Cosa è questo e dove nasce, dunque, fatta l’eccezione per le pagine di Internet plasmate dalla tipica condivisione collettiva del “forse non sapete che…?” Potendo sembrare un valido prodotto dell’intelligenza artificiale, almeno finché non ci si approccia alla questione dall’angolazione accademica, associando una forma e un volto al rilevante binomio latino: Atergatis integerrimus, comunemente detto il “granchio dell’uovo rosso” o in modo ancor più discorsivo, crostaceo morbidissimo, un pancake. Pacifico abitante dell’Indo-Pacifico, spesso avvistato sulle coste dell’Asia Meridionale successivamente a una tempesta o altro evento meteorologico, benché il suo habitat maggiormente tipico includa le profondità fino ai 200 metri dalla superficie, là dove gli assembramenti di anthozoa costruiscono le proprie variopinte città in mezzo alla sabbia sempiterna.
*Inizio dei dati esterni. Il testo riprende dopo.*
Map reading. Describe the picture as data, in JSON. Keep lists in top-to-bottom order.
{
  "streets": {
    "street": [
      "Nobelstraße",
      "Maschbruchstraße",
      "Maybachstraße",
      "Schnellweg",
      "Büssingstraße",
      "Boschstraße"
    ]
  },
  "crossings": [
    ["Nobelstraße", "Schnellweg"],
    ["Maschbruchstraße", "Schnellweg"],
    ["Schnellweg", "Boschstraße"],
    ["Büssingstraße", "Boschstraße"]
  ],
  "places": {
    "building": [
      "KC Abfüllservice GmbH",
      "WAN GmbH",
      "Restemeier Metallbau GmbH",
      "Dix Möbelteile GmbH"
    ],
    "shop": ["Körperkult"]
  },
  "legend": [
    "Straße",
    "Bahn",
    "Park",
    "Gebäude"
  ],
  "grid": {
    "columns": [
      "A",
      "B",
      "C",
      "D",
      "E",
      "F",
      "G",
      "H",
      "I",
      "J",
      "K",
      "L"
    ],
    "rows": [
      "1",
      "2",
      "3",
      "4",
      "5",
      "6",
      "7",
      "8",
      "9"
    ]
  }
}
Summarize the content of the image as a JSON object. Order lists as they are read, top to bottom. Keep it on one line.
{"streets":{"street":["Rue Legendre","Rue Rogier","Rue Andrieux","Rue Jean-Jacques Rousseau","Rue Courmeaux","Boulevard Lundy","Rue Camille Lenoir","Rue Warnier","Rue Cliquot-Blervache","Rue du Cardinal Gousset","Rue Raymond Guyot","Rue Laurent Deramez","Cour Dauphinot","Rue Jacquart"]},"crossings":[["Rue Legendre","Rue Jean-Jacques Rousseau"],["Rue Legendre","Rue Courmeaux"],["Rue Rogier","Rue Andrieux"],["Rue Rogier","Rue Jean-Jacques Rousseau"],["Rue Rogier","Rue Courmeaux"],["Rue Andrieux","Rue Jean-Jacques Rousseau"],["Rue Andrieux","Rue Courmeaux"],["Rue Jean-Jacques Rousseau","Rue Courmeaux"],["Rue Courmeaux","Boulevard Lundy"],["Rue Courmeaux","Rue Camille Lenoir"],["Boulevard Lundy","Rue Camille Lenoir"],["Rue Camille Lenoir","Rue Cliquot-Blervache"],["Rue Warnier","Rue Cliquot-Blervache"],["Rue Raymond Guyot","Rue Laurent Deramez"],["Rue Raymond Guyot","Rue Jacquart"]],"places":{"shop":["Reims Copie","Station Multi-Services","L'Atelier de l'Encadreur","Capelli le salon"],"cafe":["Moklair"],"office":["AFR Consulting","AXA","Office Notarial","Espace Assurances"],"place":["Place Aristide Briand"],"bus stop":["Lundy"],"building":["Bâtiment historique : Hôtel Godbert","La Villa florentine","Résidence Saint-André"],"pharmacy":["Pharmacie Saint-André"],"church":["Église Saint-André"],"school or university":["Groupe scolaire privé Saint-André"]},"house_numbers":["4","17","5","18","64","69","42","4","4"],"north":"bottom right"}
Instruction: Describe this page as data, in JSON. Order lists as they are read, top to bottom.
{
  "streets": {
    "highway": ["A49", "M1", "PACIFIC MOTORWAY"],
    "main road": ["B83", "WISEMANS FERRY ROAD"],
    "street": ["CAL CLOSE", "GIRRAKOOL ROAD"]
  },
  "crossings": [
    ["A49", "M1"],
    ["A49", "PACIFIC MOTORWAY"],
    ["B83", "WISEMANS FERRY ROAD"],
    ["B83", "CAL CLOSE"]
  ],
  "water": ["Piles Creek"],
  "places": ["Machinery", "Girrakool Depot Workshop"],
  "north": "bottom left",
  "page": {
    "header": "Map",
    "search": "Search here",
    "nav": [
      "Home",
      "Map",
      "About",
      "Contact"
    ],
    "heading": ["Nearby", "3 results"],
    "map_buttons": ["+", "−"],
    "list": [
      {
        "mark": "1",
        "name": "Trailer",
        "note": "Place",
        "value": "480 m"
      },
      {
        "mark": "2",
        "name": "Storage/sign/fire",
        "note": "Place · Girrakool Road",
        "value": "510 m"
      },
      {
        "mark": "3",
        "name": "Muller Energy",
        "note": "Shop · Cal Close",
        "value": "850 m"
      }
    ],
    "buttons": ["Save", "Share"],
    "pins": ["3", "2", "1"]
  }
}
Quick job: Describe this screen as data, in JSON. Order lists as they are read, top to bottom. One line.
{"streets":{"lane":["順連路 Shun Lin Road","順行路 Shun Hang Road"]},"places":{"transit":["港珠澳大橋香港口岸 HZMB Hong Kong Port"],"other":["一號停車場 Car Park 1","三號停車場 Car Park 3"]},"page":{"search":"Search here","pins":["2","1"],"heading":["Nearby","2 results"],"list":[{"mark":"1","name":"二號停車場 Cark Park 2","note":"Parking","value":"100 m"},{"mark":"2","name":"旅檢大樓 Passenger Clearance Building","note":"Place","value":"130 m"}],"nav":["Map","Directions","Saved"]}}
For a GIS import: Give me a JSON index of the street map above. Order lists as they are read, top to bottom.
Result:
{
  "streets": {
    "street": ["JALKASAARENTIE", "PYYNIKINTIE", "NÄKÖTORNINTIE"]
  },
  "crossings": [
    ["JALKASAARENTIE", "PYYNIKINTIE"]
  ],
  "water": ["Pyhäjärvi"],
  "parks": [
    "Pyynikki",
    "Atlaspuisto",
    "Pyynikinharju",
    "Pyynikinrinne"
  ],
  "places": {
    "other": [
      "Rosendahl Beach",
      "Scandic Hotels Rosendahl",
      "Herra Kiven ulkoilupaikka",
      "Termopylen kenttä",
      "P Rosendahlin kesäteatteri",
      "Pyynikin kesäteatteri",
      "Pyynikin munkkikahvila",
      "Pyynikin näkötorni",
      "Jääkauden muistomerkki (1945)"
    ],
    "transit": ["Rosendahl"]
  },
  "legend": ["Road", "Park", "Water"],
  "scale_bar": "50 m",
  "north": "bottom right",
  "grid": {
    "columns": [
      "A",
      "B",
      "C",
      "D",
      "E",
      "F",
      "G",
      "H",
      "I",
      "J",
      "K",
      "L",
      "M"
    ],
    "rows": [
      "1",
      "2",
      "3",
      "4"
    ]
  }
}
Ricordandoci di come in base al novero di Bates (1862) e Poulton (1890) l’aposematismo sia un fattore che preannuncia gravi conseguenze situazionali. Come quelle che innegabilmente attendono, chiunque sia abbastanza folle da far più che ammirare dalla semplice distanza, lo scarlatto, placido abitante d’impossibili affollati diners tra i deboli raggi verticali all’epilogo di questa Valle addolorata…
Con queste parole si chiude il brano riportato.